Shiksha Finance aims to fund more students to prevent drop-outs

Shiksha Finance, a Chennai-based school financing start-up, will open more branches in smaller towns in a bid to further reduce school dropout rate.

“During 2015-16, we provided education loans to 600 students and financed 240 educational institutions for asset and infrastructure creation. This year, we have set aside Rs.3.5 crore for this activity against Rs.1 crore provided last year. Besides, we are strengthening our technology backbone to scale up student education loan model,” said V.L. Ramakrishnan, Shiksha Finance, Director and CEO.

“Over the next few months, we have plans to cover entire Tamil Nadu by opening five more branches.
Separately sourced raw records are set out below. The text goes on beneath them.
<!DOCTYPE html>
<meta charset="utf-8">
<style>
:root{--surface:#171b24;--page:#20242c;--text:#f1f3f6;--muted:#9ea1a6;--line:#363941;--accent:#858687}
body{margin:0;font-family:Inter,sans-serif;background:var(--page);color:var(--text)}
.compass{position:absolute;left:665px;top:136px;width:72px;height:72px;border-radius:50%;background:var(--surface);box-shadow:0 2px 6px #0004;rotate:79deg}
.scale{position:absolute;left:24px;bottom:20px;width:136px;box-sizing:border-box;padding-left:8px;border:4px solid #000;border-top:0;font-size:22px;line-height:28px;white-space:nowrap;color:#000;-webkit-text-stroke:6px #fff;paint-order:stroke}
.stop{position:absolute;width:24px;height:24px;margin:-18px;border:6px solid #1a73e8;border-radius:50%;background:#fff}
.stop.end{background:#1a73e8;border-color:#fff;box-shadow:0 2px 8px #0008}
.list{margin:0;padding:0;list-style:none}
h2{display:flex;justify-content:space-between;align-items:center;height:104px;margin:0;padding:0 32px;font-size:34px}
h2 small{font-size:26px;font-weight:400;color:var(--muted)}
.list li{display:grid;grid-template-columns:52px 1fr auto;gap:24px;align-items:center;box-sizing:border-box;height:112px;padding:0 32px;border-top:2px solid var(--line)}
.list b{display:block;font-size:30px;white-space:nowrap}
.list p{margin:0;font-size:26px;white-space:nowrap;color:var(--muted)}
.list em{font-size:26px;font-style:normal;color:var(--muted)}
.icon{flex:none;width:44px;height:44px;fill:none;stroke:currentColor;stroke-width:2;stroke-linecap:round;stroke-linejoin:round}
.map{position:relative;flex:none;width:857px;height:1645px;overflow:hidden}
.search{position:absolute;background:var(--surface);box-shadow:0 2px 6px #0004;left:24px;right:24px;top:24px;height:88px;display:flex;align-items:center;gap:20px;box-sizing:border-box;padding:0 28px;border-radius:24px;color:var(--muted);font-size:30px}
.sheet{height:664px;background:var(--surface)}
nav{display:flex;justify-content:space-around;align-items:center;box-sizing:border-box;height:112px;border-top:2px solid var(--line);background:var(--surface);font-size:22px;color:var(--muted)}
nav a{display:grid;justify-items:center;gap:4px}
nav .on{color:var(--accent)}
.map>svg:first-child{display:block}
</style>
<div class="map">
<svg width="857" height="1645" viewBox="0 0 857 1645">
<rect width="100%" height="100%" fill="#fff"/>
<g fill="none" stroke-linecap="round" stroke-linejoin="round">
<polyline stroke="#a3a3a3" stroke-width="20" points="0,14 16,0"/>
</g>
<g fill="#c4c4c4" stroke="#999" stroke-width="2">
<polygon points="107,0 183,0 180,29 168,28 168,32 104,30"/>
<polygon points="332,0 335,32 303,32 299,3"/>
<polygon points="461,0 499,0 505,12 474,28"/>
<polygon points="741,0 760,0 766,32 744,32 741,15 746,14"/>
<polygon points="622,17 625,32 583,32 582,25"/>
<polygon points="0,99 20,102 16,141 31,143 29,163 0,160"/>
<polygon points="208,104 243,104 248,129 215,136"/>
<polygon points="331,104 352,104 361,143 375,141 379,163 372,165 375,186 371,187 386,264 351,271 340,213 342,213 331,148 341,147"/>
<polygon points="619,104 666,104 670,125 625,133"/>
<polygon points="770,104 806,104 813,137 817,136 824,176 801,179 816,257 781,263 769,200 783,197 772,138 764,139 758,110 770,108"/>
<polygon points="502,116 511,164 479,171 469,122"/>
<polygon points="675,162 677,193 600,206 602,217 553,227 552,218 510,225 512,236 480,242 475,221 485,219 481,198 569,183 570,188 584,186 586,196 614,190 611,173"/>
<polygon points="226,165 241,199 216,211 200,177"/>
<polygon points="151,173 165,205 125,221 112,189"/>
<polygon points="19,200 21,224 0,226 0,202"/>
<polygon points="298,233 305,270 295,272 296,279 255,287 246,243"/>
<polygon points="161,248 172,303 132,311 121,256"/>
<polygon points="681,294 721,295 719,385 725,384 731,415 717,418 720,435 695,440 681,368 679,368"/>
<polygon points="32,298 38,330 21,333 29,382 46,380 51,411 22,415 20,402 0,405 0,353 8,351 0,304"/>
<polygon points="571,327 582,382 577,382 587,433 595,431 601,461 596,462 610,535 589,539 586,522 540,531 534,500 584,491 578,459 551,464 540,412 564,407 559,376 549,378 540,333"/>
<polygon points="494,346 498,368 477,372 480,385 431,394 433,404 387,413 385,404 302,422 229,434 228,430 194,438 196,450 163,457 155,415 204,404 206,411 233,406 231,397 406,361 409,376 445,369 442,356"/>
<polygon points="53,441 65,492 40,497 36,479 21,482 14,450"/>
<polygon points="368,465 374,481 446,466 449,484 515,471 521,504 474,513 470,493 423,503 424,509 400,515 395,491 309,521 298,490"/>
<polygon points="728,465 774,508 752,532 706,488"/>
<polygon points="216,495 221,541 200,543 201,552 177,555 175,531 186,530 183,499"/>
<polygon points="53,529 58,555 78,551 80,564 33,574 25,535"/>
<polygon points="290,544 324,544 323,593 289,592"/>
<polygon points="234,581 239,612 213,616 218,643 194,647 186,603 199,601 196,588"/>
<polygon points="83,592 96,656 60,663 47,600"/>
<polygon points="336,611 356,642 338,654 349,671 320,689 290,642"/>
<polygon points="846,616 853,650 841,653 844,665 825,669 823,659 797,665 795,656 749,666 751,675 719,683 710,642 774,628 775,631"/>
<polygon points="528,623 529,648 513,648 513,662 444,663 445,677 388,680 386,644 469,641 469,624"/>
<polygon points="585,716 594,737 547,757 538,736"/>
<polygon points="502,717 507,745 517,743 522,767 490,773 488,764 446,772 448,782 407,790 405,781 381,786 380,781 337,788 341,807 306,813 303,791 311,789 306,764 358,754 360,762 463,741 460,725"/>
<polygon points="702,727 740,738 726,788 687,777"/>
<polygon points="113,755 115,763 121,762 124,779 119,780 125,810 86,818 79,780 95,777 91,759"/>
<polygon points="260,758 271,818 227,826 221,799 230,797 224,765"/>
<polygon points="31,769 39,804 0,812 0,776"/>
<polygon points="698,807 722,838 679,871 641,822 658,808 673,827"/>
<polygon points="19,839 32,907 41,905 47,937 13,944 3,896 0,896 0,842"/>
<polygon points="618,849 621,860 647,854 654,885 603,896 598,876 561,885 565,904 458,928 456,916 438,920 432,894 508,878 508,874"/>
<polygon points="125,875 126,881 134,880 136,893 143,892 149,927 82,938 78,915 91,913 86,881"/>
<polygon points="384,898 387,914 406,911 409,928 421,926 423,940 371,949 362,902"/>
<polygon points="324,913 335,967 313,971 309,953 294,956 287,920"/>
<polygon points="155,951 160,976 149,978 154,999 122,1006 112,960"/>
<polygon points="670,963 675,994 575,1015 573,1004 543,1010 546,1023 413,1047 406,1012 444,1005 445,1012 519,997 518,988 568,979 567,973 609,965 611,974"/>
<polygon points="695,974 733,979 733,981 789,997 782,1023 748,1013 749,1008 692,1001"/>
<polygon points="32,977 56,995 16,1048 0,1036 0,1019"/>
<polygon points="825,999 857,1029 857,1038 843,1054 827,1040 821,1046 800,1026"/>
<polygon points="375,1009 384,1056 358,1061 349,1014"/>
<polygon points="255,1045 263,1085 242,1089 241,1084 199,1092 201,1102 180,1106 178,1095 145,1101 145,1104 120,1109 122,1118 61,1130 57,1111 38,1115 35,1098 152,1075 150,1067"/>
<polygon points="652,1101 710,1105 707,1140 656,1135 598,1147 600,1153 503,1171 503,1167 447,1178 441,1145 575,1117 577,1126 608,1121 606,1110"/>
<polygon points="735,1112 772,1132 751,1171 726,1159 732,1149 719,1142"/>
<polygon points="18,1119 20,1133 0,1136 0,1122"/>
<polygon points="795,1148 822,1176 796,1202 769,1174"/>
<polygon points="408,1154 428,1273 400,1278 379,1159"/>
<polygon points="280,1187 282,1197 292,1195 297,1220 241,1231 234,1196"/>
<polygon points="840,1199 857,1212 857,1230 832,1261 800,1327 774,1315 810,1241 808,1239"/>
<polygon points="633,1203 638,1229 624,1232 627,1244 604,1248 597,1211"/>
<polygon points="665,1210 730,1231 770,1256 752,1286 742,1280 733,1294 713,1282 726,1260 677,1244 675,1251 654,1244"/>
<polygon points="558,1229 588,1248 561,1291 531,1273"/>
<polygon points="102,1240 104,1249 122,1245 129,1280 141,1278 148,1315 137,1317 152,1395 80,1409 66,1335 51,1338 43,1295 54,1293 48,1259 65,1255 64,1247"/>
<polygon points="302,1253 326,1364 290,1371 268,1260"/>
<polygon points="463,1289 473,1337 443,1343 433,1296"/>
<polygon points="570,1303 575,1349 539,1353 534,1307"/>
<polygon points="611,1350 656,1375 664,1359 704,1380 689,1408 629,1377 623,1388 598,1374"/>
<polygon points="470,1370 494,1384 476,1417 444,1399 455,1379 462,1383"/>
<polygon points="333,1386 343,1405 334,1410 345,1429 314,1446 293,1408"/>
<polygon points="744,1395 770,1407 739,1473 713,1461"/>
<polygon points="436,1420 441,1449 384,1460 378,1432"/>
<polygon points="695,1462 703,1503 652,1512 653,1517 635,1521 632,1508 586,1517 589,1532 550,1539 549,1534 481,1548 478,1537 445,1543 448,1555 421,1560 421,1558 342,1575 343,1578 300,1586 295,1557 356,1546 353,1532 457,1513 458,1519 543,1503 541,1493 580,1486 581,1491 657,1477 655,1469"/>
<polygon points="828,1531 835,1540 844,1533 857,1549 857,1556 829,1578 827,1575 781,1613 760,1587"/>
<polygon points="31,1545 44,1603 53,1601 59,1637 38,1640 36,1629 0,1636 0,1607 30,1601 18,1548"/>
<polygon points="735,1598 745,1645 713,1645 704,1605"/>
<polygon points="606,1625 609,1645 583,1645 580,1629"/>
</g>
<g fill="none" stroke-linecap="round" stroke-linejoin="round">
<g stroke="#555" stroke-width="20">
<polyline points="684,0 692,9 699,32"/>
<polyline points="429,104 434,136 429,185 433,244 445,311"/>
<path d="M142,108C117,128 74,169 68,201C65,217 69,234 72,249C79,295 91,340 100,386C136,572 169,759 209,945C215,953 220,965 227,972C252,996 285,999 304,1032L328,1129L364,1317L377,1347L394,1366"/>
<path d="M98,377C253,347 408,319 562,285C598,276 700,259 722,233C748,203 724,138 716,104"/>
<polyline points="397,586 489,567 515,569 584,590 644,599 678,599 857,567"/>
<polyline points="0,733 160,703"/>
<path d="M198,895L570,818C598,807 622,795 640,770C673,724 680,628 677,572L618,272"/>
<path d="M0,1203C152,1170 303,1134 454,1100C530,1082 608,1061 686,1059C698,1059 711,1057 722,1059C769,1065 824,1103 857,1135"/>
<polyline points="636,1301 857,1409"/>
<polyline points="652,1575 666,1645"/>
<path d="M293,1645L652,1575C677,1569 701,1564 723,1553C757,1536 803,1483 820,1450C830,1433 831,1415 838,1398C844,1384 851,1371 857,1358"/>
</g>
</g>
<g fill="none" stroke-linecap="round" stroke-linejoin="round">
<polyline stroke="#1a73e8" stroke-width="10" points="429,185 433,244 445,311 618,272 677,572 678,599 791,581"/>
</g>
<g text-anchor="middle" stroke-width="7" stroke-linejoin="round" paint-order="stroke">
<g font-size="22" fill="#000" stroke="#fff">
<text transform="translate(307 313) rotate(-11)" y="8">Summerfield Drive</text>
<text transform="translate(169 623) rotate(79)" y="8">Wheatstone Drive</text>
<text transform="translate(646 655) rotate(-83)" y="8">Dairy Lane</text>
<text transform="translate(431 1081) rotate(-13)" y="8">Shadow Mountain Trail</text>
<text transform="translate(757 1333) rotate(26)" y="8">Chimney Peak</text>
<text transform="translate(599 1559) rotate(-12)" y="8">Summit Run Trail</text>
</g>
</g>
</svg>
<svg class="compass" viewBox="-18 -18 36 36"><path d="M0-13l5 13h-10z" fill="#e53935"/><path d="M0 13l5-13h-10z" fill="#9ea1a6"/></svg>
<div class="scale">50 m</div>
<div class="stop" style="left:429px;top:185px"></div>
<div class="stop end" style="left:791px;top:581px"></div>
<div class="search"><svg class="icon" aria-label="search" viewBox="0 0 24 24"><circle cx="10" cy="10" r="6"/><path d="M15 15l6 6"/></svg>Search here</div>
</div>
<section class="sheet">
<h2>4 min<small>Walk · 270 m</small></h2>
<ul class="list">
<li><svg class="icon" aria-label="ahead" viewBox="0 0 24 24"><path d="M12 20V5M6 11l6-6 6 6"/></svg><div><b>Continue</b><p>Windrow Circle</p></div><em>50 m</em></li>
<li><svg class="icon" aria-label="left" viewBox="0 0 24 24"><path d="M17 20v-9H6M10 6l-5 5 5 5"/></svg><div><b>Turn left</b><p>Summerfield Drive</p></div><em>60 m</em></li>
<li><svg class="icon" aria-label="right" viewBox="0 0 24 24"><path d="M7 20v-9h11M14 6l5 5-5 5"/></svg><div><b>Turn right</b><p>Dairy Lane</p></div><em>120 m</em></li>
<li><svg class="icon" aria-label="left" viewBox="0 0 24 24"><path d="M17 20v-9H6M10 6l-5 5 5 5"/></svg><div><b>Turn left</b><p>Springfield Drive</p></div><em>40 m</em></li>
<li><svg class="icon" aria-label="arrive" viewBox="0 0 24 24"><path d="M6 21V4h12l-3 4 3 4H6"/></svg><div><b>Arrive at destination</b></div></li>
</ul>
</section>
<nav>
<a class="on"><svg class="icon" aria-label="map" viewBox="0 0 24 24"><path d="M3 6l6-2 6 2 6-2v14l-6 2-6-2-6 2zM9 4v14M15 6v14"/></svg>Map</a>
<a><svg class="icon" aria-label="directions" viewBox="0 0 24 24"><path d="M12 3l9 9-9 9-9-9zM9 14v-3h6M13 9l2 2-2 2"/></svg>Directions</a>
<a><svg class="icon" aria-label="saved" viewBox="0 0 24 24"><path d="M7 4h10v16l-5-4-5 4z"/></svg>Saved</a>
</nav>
Soon, we will be entering Karnataka and opening more branches in Andhra Pradesh. For the next 12-14 months, we will be focused on providing education loans to students and later expand it to other areas. Currently, we have 30 staffers and this will be doubled. We will be achieving break even by February 2017,” Mr. Ramakrishnan said.

Jacob Abraham, Shiksha Finance Director and Chief Operating Officer said they were building a new psychometry-based business model to assess the financial status of their no-income customers as the cannot furnish bank statement or Cibil score to avail loans. “Through the new method, we can easily find out, whether one has the ability or intent to pay back the education loan. Besides, the loans approval time will be cut from 24 hours to two hours,” Mr. Abraham said.

Started by Mr. Ramakrishnan and Mr. Abraham with seven staffers about 18 months back, Shiksha Finance provides loans to middle and lower income families that find it difficult to fund their children’s education from kindergarten to class XII. These loans are secured through a unique social collateral that can be paid back through a manageable repayment schedule.

Mr. Abraham said the average ticket size of education loan was about Rs.15,000 while loans to educational institutions ranged between Rs.10 lakh and Rs.1.5 crore. “After the infrastructure expansion, the student enrolments in these institutions have increased and drop-outs have also reduced,” he claimed.